**Your instructions:** The records below are split into lines. How many of those lines contain the string "park"? Reply with the number only.

_ _ _

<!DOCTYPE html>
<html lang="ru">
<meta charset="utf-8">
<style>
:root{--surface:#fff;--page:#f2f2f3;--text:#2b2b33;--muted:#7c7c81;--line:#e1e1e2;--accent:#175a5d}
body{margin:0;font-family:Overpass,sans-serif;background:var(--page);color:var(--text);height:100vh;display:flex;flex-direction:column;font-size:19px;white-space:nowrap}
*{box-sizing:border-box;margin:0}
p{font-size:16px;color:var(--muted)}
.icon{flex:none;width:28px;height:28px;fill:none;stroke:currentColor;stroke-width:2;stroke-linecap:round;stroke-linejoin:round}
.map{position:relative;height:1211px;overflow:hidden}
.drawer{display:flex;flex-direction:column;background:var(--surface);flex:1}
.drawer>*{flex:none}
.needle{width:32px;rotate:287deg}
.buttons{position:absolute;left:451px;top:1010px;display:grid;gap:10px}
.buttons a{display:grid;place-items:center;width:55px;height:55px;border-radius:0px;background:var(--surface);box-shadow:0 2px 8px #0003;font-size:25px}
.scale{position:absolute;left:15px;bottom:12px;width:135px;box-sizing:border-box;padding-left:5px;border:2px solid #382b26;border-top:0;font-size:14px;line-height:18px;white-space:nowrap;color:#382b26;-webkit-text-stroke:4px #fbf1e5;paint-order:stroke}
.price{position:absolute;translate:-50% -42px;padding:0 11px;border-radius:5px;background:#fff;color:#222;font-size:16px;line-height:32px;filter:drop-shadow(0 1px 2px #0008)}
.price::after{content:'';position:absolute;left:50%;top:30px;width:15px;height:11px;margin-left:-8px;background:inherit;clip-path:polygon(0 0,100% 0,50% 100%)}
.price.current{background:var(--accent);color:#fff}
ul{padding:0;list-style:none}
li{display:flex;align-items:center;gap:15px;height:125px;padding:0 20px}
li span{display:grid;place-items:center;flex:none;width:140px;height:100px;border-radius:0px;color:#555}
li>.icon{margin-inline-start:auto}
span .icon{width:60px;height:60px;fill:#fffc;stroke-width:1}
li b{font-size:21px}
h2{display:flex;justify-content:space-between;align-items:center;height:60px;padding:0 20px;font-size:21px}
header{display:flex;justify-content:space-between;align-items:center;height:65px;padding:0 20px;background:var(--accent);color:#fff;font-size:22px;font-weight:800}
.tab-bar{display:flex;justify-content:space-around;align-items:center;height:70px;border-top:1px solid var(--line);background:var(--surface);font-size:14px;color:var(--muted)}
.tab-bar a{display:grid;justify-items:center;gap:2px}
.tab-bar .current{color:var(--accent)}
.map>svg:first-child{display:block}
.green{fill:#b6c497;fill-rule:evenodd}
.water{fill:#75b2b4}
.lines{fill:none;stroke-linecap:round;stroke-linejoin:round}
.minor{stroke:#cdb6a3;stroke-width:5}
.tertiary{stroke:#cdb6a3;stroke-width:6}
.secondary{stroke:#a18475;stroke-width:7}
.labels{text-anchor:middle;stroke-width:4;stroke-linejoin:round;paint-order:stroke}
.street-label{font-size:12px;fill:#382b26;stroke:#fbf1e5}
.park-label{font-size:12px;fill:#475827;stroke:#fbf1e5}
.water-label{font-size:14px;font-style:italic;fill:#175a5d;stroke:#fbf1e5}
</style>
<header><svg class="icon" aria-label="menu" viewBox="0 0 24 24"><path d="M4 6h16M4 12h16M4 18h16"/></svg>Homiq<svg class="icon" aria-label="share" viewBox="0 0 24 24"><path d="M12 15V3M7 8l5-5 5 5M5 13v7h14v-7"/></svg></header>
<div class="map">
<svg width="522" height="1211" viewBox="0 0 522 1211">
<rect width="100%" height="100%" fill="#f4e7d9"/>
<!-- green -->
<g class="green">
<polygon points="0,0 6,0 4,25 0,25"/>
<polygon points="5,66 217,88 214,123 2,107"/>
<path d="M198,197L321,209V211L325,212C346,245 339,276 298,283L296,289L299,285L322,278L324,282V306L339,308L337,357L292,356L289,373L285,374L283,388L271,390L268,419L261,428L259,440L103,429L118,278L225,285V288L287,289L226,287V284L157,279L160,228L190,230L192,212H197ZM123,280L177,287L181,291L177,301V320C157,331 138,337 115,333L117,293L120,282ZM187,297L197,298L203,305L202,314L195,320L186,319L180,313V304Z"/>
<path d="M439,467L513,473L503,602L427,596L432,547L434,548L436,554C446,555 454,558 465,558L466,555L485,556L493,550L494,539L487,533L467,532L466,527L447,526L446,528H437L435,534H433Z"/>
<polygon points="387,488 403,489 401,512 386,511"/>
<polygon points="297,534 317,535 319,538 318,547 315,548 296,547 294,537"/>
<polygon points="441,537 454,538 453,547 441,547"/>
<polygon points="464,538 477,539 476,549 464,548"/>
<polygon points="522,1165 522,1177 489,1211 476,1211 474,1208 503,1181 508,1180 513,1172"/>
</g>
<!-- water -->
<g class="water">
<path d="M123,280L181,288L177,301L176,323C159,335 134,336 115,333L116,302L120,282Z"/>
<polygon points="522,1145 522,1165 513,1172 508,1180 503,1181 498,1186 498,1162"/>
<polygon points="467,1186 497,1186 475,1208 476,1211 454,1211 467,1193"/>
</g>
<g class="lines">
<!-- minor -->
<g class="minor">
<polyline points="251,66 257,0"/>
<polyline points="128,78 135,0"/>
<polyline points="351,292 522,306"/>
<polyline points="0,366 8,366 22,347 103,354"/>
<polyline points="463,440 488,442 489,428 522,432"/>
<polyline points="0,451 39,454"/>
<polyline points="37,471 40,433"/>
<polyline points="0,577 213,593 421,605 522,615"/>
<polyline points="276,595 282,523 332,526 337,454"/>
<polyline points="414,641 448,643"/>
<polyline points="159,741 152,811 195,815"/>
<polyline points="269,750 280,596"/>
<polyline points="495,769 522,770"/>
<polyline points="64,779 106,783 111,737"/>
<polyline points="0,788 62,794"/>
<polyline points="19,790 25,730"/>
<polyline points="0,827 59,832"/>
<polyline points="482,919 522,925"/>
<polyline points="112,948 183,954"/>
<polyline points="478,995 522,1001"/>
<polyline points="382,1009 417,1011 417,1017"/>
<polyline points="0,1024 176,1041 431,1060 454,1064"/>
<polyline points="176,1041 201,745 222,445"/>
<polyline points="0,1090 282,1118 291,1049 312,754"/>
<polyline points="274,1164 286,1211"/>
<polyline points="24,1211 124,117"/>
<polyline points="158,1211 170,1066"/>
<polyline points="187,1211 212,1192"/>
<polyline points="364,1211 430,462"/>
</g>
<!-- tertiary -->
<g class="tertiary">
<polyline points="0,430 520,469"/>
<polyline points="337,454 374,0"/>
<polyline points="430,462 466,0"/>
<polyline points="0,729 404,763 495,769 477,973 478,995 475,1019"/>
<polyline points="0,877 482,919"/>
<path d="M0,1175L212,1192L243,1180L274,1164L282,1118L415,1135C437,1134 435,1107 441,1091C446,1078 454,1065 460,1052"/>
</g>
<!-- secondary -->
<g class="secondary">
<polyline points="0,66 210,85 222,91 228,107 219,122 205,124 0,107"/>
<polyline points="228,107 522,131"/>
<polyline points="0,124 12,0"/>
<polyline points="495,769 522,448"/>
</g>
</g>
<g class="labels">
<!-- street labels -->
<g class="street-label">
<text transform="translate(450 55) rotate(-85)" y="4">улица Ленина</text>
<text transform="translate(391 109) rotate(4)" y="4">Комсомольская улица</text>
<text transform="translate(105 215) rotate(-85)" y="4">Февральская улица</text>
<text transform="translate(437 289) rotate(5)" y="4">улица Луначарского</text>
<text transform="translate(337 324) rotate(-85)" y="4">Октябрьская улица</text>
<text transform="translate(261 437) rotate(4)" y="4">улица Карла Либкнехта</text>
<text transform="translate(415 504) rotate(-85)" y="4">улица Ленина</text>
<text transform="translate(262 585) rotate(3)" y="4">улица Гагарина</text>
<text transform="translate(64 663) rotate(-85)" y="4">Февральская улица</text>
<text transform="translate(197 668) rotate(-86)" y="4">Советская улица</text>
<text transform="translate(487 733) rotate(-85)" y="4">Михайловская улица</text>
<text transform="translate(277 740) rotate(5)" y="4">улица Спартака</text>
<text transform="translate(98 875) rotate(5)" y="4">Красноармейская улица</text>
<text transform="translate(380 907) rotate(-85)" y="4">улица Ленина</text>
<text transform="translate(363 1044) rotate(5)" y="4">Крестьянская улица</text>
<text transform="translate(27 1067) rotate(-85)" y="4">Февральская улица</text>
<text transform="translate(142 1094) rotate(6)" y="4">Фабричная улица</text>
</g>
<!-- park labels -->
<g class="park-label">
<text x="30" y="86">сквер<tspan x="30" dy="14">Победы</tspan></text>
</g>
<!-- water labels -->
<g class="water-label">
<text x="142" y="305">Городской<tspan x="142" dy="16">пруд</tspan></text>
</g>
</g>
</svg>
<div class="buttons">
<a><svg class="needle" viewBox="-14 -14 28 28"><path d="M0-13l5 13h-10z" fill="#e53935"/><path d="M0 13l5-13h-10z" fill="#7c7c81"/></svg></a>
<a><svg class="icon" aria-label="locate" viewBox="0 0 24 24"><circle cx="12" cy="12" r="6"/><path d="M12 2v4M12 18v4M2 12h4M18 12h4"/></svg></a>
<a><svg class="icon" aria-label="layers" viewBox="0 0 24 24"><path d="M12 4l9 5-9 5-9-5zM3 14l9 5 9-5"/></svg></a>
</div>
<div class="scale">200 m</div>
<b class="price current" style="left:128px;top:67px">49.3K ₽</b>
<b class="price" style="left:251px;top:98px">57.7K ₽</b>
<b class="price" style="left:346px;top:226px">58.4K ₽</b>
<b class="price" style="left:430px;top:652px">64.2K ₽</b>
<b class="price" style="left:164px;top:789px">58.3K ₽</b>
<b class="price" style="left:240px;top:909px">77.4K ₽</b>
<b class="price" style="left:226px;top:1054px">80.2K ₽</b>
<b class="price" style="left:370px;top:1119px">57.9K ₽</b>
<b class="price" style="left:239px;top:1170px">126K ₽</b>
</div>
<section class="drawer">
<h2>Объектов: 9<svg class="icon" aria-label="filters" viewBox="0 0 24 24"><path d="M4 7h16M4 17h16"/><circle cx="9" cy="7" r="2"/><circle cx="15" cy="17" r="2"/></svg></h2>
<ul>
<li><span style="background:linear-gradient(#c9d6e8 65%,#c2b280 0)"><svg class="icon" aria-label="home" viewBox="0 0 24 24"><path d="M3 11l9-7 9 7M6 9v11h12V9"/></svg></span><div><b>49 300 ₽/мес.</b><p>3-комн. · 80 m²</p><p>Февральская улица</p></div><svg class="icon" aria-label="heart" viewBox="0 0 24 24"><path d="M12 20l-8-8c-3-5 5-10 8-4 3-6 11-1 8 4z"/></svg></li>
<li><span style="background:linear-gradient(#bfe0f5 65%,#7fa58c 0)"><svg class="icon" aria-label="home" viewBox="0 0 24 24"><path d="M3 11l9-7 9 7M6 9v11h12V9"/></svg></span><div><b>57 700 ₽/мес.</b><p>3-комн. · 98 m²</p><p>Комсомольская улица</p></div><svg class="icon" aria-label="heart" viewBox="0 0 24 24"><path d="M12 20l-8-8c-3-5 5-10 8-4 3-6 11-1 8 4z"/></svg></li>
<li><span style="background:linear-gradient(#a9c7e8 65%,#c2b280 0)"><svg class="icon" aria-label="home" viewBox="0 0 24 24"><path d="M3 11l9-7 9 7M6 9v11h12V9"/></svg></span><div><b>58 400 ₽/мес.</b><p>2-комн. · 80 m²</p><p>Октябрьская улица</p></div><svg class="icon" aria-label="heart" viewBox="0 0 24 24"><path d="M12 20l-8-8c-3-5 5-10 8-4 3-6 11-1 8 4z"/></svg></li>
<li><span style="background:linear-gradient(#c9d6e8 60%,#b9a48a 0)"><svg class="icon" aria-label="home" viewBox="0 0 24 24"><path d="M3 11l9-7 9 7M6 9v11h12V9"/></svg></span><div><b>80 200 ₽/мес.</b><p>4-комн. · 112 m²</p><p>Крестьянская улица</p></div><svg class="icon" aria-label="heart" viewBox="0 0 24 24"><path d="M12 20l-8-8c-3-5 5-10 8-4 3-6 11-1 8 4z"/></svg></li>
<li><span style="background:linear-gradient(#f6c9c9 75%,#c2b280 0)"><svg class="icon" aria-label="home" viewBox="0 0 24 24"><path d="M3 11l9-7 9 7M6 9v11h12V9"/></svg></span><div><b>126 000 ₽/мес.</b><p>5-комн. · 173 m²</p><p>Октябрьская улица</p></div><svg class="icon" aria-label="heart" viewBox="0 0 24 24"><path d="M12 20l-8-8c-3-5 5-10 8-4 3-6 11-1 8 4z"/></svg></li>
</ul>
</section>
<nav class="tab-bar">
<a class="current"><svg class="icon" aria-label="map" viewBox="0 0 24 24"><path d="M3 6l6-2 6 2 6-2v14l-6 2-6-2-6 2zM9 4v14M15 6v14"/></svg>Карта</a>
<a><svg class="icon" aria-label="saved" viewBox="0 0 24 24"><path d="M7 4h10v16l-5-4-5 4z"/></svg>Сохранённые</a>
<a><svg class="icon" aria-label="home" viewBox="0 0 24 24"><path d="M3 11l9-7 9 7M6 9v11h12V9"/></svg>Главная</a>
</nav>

_ _ _

**Task response:** 3